Aidan Gomez can take credit for the ‘T’ at the end of ChatGPT. He was part of a group of Google engineers who first introduced a new model of artificial intelligence called a transformer.
That helped lay the groundwork for today’s AI generation boom fueled by OpenAI, the maker of ChatGPT and others. Gomez, one of eight co-authors on the 2017 Google paper, was a 20-year-old intern at the time.
He is now the CEO and co-founder of Cohere, a Toronto-based startup that competes with other major AI companies in providing large language models and the conversations they power to large businesses and organizations.
Gomez talked about the future of AI generation with The Associated Press. The interview has been edited for length and clarity.
Q: What is a transformer?
A: A transformer is the architecture of a neural network – the structure for the computation that takes place within the model. The reason transformers are special relative to their peers — other competing architectures, other ways of structuring neural networks — is fundamentally because they scale very well. They can be trained over not just thousands, but tens of thousands of chips. They can be trained very quickly. They use many different operations that these GPUs (graphics chips) are tailored for. Compared to what was there before the transformer, they make that processing faster and more efficient.

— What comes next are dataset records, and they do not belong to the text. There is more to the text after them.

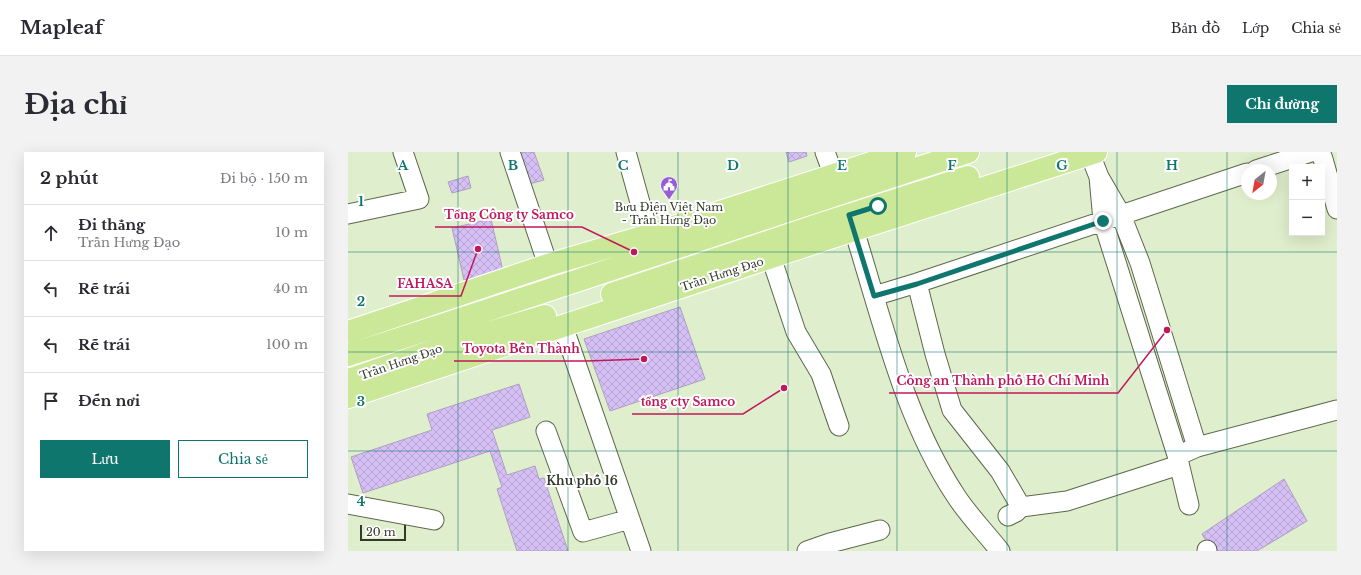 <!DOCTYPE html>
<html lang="vi">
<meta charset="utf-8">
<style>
:root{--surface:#fff;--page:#f2f2f3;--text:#2b2b33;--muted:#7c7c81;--line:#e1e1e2;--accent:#0f766e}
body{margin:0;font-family:"Libre Baskerville",serif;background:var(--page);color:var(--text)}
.controls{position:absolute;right:12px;top:12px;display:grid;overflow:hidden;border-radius:0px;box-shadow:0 4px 16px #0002}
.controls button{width:36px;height:36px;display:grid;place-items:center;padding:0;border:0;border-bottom:1px solid var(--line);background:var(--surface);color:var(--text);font:20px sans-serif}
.compass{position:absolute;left:893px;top:12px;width:36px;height:36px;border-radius:50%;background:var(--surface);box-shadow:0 4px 16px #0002;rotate:211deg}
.scale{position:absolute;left:12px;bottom:10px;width:46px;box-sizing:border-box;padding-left:4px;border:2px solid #33392c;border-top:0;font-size:11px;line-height:14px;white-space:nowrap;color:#33392c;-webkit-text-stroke:3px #fff;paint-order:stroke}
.stop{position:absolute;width:12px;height:12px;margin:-9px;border:3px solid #0f766e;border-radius:50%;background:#fff}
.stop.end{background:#0f766e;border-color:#fff;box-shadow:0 1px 4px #0008}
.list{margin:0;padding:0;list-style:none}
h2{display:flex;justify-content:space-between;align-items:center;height:52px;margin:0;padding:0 16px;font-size:17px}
h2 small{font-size:13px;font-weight:400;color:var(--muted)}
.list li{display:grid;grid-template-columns:26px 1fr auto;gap:12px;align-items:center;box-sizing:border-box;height:56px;padding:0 16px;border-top:1px solid var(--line)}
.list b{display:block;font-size:15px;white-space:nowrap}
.list p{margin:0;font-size:13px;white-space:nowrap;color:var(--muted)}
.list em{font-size:13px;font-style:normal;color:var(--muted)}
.actions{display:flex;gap:8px;padding:12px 16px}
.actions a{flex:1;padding:9px 0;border:1px solid var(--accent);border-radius:0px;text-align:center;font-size:14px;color:var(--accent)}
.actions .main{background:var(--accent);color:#fff}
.icon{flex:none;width:22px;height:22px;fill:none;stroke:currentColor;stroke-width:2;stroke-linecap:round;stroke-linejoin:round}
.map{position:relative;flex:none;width:989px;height:399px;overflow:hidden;border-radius:0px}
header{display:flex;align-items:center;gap:24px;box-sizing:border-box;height:56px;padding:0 20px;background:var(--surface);border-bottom:1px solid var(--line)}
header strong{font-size:19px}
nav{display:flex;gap:22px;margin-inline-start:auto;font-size:14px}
.intro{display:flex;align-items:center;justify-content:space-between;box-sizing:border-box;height:96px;padding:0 24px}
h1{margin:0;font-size:28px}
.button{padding:10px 18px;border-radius:0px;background:var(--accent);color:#fff;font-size:14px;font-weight:700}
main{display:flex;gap:24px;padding:0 24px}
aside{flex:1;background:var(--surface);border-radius:0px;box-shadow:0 4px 16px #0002}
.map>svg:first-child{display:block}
.building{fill:url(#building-cross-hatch);stroke:#ada0c0}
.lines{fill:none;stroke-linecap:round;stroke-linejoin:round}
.minor-casing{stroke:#5c684a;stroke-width:21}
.major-casing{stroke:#fff;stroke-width:24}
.minor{stroke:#fff;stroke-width:19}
.major{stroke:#cbe898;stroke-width:22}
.route{stroke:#0f766e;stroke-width:5}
.grid{fill:none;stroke:#0f766e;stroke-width:1;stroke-opacity:0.55}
.labels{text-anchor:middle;stroke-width:4;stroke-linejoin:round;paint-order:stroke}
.poi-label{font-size:11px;fill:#33392c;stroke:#fff}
.street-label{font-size:11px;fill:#33392c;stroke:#fff}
.neighbourhood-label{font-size:12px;font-weight:bold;fill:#33392c;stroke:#fff}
.grid-label{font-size:13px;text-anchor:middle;font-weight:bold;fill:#0f766e;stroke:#fff;stroke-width:4;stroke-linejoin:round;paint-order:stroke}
.leader{fill:none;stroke:#c2185b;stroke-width:1.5}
.callout-dot{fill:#c2185b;stroke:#fff;stroke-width:1.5}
.callout-label{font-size:12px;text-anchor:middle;font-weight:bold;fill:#c2185b;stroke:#fff;stroke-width:4;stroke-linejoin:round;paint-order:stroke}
</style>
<header>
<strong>Mapleaf</strong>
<nav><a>Bản đồ</a><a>Lớp</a><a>Chia sẻ</a></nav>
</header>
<div class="intro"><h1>Địa chỉ</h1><a class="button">Chỉ đường</a></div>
<main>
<aside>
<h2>2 phút<small>Đi bộ · 150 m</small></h2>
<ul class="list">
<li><svg class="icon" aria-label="ahead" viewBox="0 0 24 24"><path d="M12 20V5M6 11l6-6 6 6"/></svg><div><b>Đi thẳng</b><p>Trần Hưng Đạo</p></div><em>10 m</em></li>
<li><svg class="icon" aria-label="left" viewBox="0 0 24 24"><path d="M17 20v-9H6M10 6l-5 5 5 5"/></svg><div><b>Rẽ trái</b></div><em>40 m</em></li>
<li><svg class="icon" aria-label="left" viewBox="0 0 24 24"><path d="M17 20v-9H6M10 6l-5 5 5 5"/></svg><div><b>Rẽ trái</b></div><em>100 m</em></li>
<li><svg class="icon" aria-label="arrive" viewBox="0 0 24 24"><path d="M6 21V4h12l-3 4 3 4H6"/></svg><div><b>Đến nơi</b></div></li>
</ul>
<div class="actions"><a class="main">Lưu</a><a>Chia sẻ</a></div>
</aside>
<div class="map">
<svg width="989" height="399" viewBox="0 0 989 399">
<defs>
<pattern id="building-cross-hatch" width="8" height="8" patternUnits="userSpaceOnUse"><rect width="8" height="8" fill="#d5bff5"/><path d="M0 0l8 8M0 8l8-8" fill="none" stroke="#b7a5d2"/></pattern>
</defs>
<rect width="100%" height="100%" fill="#dfeecc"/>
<path class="building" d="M 171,0 L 186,0 L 196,28 L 181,32 Z
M 438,0 L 458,0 L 459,4 L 441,10 Z
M 120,24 L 123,36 L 104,41 L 100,30 Z
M 143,67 L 155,119 L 116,128 L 104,76 Z
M 332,155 L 357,227 L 262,259 L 236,187 Z
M 171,232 L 182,265 L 144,278 L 159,323 L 187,314 L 191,327 L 196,326 L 220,399 L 169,399 L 149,337 L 154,335 L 142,299 L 15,341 L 3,305 L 84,278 L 79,262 Z
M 936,327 L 959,369 L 909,399 L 864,399 L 854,382 Z"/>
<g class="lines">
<g class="minor-casing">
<path id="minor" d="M 162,0 L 200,113
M 278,0 L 301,83
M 477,0 L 486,24
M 969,0 L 973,2 L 975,7 L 989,57
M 742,2 L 751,25 L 773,63 L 792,111 L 849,295
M 908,18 L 963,0
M 751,25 L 755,69 L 829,303 L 841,353
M 0,62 L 71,47 L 55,0
M 506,78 C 534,167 556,266 608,344 C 621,364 638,381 652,399
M 423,105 L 448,180 L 473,222 L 491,274
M 569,131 L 587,202 L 604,258 L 652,319 L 673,355
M 526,144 L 569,131 L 899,21
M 215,174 L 293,399
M 198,279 L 235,380 L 282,367
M 838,300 L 849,295 L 989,258
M 0,352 L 86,368
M 660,364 L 668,360 L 673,355 L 719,349 L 831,313
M 859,398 L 859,399
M 459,399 L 482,391 L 532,378"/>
</g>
<g class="major-casing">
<path id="major" d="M 264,142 L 473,72 L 620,25
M 0,180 L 200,113 L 301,83 L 557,0
M 0,203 C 207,138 413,66 620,0
M 0,228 L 123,186 L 197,164
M 0,245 L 478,87 L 748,0"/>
</g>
<use href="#minor" class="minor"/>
<use href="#major" class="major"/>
</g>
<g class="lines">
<path class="route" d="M 530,54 L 501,63 L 526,144 L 569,132 L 755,69"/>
</g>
<path class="grid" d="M 110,0 L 110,399M 220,0 L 220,399M 330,0 L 330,399M 440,0 L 440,399M 549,0 L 549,399M 659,0 L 659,399M 769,0 L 769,399M 879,0 L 879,399M 0,100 L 989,100M 0,200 L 989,200M 0,299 L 989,299"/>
<defs>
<g id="civic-pin" transform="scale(0.9)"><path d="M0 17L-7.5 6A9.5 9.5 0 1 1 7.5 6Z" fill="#965dd5" stroke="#fff"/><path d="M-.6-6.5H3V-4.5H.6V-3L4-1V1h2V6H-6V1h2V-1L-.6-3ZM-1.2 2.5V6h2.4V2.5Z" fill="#fff"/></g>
</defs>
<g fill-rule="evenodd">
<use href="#civic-pin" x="321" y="33"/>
</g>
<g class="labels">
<g class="poi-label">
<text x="321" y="59">Bưu Điện Việt Nam<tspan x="321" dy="13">- Trần Hưng Đạo</tspan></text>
</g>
<g class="street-label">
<text transform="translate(374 122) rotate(-18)" y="4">Trần Hưng Đạo</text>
<text transform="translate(53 210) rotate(-19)" y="4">Trần Hưng Đạo</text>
</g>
<g class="neighbourhood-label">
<text x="234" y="333">Khu phố 16</text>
</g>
</g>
<g class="grid-label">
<text x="55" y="18">A</text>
<text x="165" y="18">B</text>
<text x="275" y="18">C</text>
<text x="385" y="18">D</text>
<text x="494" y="18">E</text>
<text x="604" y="18">F</text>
<text x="714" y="18">G</text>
<text x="824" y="18">H</text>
<text x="13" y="54">1</text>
<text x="13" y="154">2</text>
<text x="13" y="254">3</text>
<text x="13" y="354">4</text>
</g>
<path class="leader" d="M286 100L234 75H87M130 97L113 144H41M296 207L239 209H106M819 178L770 241H541M436 236L395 262H284"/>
<g class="callout-dot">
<circle cx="286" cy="100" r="4"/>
<circle cx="130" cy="97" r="4"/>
<circle cx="296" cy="207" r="4"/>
<circle cx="819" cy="178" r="4"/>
<circle cx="436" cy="236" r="4"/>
</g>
<g class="callout-label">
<text x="161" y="67">Tổng Công ty Samco</text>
<text x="77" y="136">FAHASA</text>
<text x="173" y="201">Toyota Bến Thành</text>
<text x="655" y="233">Công an Thành phố Hồ Chí Minh</text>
<text x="340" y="254">tổng cty Samco</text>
</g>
</svg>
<div class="controls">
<button>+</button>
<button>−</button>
</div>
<svg class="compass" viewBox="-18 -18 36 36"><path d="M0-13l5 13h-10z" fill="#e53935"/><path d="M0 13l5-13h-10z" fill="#7c7c81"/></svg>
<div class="scale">20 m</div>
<div class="stop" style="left:530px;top:54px"></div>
<div class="stop end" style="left:755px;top:69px"></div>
</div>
</main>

Q: How important are they to what you’re doing at Cohere?
A: Very important. We use the transformer architecture like everyone else when building large language models. For Cohere, there is a huge focus on scalability and production readiness for enterprises. Some of the other models we compete against are huge and super inefficient. You can’t really put that into production, because once you’re facing real users, costs blow up and the economics break down.
Q: What is a specific example of how a customer is using the Cohere model?

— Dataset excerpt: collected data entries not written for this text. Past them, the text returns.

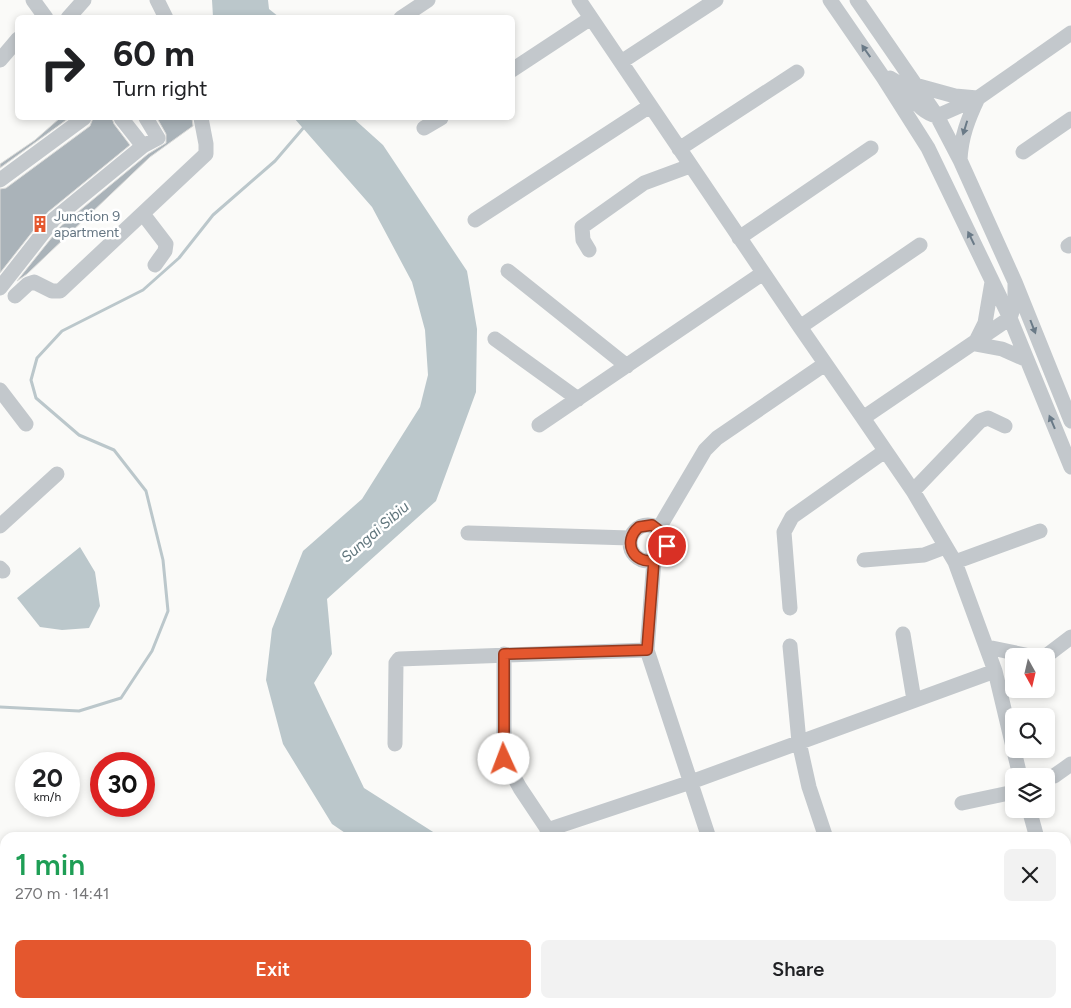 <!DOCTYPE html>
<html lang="en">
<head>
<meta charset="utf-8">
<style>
	body { margin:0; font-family:Figtree,sans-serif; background:#f2f2f2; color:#202124; height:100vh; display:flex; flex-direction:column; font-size:19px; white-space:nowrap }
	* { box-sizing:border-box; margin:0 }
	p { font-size:16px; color:#757577 }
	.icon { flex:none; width:28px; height:28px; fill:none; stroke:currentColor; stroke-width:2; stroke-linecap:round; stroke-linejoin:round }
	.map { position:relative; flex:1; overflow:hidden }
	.sheet { position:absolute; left:0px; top:832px; width:1071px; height:176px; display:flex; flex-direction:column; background:#fff; border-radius:15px 15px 0 0; box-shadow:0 2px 8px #0003 }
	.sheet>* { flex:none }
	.guide { position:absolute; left:15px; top:15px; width:500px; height:105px; border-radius:8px; box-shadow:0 2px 8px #0003; background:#fff; color:#202124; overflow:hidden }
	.needle { width:32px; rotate:172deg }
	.controls { position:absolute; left:1005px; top:648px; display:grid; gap:10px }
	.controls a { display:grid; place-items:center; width:50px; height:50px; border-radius:8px; background:#fff; box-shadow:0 2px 8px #0003; font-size:25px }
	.speed { position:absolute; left:15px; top:752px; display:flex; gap:10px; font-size:25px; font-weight:700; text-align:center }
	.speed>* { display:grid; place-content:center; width:65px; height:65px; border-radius:50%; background:#fff; box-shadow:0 2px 8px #0003; line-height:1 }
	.speed small { font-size:12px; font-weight:400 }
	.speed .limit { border:8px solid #d22; background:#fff; color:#111 }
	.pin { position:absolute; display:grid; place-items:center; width:42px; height:42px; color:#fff; margin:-21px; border:2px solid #fff; border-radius:50%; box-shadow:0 1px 5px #0007 }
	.me { position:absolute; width:55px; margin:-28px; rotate:358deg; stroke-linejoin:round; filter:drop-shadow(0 0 4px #0008) }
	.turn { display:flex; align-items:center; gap:18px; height:105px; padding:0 15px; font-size:22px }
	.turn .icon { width:65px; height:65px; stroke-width:2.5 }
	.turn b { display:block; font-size:35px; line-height:42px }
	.round { display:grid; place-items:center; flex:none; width:52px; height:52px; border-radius:8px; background:#f2f2f2 }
	.head { display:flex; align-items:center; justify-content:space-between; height:85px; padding:0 15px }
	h1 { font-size:30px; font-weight:600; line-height:38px; color:#1e9e55 }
	.cta { display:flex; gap:10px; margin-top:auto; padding:10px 15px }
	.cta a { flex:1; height:58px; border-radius:8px; background:#e4572e; color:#fff; font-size:20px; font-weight:600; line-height:58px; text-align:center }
	.cta a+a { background:#f2f2f2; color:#202124 }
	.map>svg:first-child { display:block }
	.water { fill:#bbc7cb }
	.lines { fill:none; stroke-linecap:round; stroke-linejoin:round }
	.stream { stroke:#bbc7cb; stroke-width:3 }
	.building { fill:#aab3b9; stroke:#dcdcda }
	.minor { stroke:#c3c8cc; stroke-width:15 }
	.oneway { fill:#6a7a87 }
	.route-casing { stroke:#94391e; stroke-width:12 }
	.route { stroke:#e4572e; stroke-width:9 }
	.labels { text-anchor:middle; stroke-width:5; stroke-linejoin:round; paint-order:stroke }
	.poi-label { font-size:14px; fill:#657683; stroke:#fff; text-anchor:start }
	.water-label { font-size:15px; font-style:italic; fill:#60757c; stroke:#fff }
</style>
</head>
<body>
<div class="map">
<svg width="1071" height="1008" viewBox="0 0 1071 1008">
	<rect width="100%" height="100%" fill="#fafaf8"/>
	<!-- water -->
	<path class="water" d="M212,0h56l1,9 10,8h-66z
		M294,118h59l30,27 84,126 10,58 -1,63 -40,109 -109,98 5,55 -18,29 50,105 77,49h-90l-19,-13 -49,-80 -17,-64 6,-51 31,-78 59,-52 58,-92 8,-32 -3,-45 -13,-48 -40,-75z
		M80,547l15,25 5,34 -11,22 -27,2 -22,-3 -23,-29z"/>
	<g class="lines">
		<!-- stream -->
		<path class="stream" d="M0,707l79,4 42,-13 31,-47 16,-40 -5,-51 -17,-69 -32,-41 -35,-15 -43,-37 -5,-18 6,-22 25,-27 81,-41 36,-32 34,-43 62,-54 30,-35"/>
	</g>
	<!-- building -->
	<path class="building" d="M60,118h9l-69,50v-4l35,-24z
		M93,118h19l2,6 16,21 -82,67 -48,61v-84l6,-1 84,-62z
		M157,118h35l1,8 -43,31 -123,117 -10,7 44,-55 87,-72 18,-11v-9z"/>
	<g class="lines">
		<!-- minor -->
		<path class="minor" d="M33,0l13,18
			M157,0l9,18
			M579,0l221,327 63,91
			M830,0l53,77 45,71 82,170 61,149
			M857,0l80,116 23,44 55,122 56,139
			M68,18l16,-18
			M401,18l27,-18
			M0,60l18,-21
			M621,62l95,-62
			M512,70l79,-52
			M890,78c19,9 25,33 47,38l41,-18 93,-65
			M915,85l40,11 22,2
			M121,118l22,28
			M424,128l17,-10
			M679,149l118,-77
			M1023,152l48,-33
			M960,160c1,-23 8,-41 18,-62
			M0,180l84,-62
			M143,214l23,30 -1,7 -10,14
			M475,220l175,-114
			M739,238l132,-90
			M1068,246l3,-2
			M589,250l-6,-10 -1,-13 62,-44 46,-17
			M508,271l119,95
			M1015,282v20l-5,16 -147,100 50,73 42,71 40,109 25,105
			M0,288l54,-69 89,-73 15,-8 -12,-20
			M15,296l13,-12 6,-2 18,9h8l146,-137v-10l-5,-26
			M800,327l120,-82
			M495,339l83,60
			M975,343l10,-20 7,-41
			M975,344l27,5 25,11
			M0,390l26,34
			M539,425l224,-152
			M913,491l67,-70 8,-3 17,8
			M630 543a18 18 0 1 1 36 0a18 18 0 1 1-36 0Z
			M0,526l57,-52
			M659,528l46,-78 12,-12 108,-74
			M468,533l162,5
			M654,560l-7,90 62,188
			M864,560l60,-5 21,-8
			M955,562l85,-31
			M0,568l3,3
			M790,608l-6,-76 8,-15 93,-66
			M903,634l11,66
			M790,646l9,96 10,45 17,51
			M987,647l43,9
			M504,654v105l16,29 32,48
			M1046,656l25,-19
			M395,744l1,-81 3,-4 248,-9
			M1054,776l17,-12
			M962,803l52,-11
			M1029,809l8,29
			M547,830l144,-48 304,-111
			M1066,913l5,-1
			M0,929l5,-5
			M1066,939l5,16
			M1066,987l5,-2
			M762,1004l1,4
			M877,1004l1,4
			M995,1008l14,-4"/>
	</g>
	<!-- one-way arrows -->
	<defs><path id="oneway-solid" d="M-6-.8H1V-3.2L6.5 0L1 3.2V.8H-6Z" transform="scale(1.25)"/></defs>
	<g class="oneway">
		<use href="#oneway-solid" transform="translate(866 51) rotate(-125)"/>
		<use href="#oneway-solid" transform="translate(965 128) rotate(107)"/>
		<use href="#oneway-solid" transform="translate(971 238) rotate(-116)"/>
		<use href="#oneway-solid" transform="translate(1033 327) rotate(69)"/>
		<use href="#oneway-solid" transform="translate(1052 422) rotate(-113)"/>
	</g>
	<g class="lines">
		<!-- route casing -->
		<g class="route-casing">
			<path id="route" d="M504,759v-105l143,-4 7,-90c-21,5 -32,-19 -15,-33l13,-2 12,9 3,12"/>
		</g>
		<!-- route -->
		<use href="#route" class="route"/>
	</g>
	<!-- icons -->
	<defs>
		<g id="building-bare" transform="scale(1.35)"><path d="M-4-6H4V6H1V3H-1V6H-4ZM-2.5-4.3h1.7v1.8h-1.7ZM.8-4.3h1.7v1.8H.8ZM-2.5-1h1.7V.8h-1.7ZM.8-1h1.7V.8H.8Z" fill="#e4572e" stroke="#fff" stroke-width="2.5" paint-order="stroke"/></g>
	</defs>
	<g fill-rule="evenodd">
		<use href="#building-bare" x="40" y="224"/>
	</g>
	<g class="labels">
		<!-- poi labels -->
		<g class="poi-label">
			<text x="54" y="221">Junction 9<tspan x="54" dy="16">apartment</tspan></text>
		</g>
		<!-- water labels -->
		<g class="water-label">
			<text transform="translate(375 532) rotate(-41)" y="5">Sungai Sibiu</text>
		</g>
	</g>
</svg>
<div class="controls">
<a><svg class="needle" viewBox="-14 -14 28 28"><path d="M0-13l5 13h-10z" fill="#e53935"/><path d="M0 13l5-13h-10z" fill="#757577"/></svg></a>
<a><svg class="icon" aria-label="search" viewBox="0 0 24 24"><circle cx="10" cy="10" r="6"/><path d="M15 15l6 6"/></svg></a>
<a><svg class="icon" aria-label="layers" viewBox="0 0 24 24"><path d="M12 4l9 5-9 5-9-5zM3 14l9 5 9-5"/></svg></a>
</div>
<div class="speed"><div>20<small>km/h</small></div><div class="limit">30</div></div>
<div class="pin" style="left:667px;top:546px;background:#d93025"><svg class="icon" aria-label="arrive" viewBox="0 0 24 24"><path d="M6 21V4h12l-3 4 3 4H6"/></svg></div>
<svg class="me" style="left:504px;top:759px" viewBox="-20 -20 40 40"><circle r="19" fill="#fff"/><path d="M0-13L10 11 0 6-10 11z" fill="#e4572e"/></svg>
<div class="guide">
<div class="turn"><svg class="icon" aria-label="right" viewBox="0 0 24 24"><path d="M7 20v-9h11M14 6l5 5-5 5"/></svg><div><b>60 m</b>Turn right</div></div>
</div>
<section class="sheet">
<div class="head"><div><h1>1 min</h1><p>270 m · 14:41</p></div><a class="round"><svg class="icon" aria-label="close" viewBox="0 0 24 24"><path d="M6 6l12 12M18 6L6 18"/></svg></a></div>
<div class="cta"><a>Exit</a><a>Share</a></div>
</section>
</div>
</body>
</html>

A: My favorite example is in the healthcare space. It stems from the surprising fact that 40% of a doctor’s working day is spent writing patient notes. So what if we could require doctors to attach a small passive listening device to carry with them throughout the day, between their patient visits, to listen to the conversation and pre-communicate those notes so that instead of writing it down from the beginning, to exist. first draft there. They can read through and just make changes. Suddenly, the ability of the doctors is greatly strengthened.
Q: How do you address customer concerns about AI language models being prone to ‘imagination’ (errors) and bias?
A: Customers are always concerned about hallucinations and delusions. It results in a bad product experience. So it’s something we really focus on. For hallucinations, we have a central focus on RAG, which is the generation of increased recovery. We have just released a new model called Command R which is specifically aimed at RAG. It allows you to link the model to private sources of reliable information. This could be internal documents of an organization or emails of a particular employee. You are giving the model access to information that he would not have seen on the web when he was learning otherwise. What’s important is that it also allows you to check the model, because now instead of texting in, texting out, the model is referencing documents. He can refer back to where he got that information. You can check his work and get much more confidence working with the tool. It greatly reduces hallucinations.
Q: What are the biggest public misconceptions about AI generation?
A: The fear that certain individuals and organizations have about this technology being Terminator, an existential risk. Those are the stories that humanity has been telling for many years. Technology is coming and taking over and displacing us, making us subservient. They are deeply embedded in the cultural brain stem of the community. It is a very significant story. It’s easier to capture people’s imaginations and fears when you tell them that. So we pay a lot of attention to it because it is so exciting as a story. But the truth is I think this technology is going to be really good. Many of the arguments about how it could go wrong, those of us who are developing the technology are very aware of those risks and are working to mitigate those risks. We all want this to go well. We all want technology to be an addition to humanity, not a threat to it.
Q: Not just OpenAI but some big tech companies are now explicitly saying that they want to build general artificial intelligence (a term for AI that is overall better than human). Is AGI part of your mission?
A: No, I don’t see it as part of my mission. For me, AGI is not the ultimate goal. The ultimate goal is a profound positive impact on the world with this technology. It is a very general technology. It’s reasoning, it’s intelligence. So it applies all over the place. And we want to make sure it’s the most efficient form of technology possible, as soon as possible. It’s not some pseudo-religious pursuit of AGI, which we don’t even know the definition of.
Q: What’s next?
A: I think everyone should keep their eyes on using tools and behaving more like agents. Models you can present for the first time with a tool you’ve built. It may be a software program or an API (application programming interface). And you can say, ‘Hey model, I just built this. This is what it does. This is how you interact with it. This is part of your toolkit of things you can do.’ That general principle of being able to bring a model tool that’s never been seen before and it can be adopted effectively, I think it’s going to be very powerful. To do many things, you need access to external tools. The current status quo is that models can only write characters (text) back to you. If you give them access to tools, they can take action around the world for you.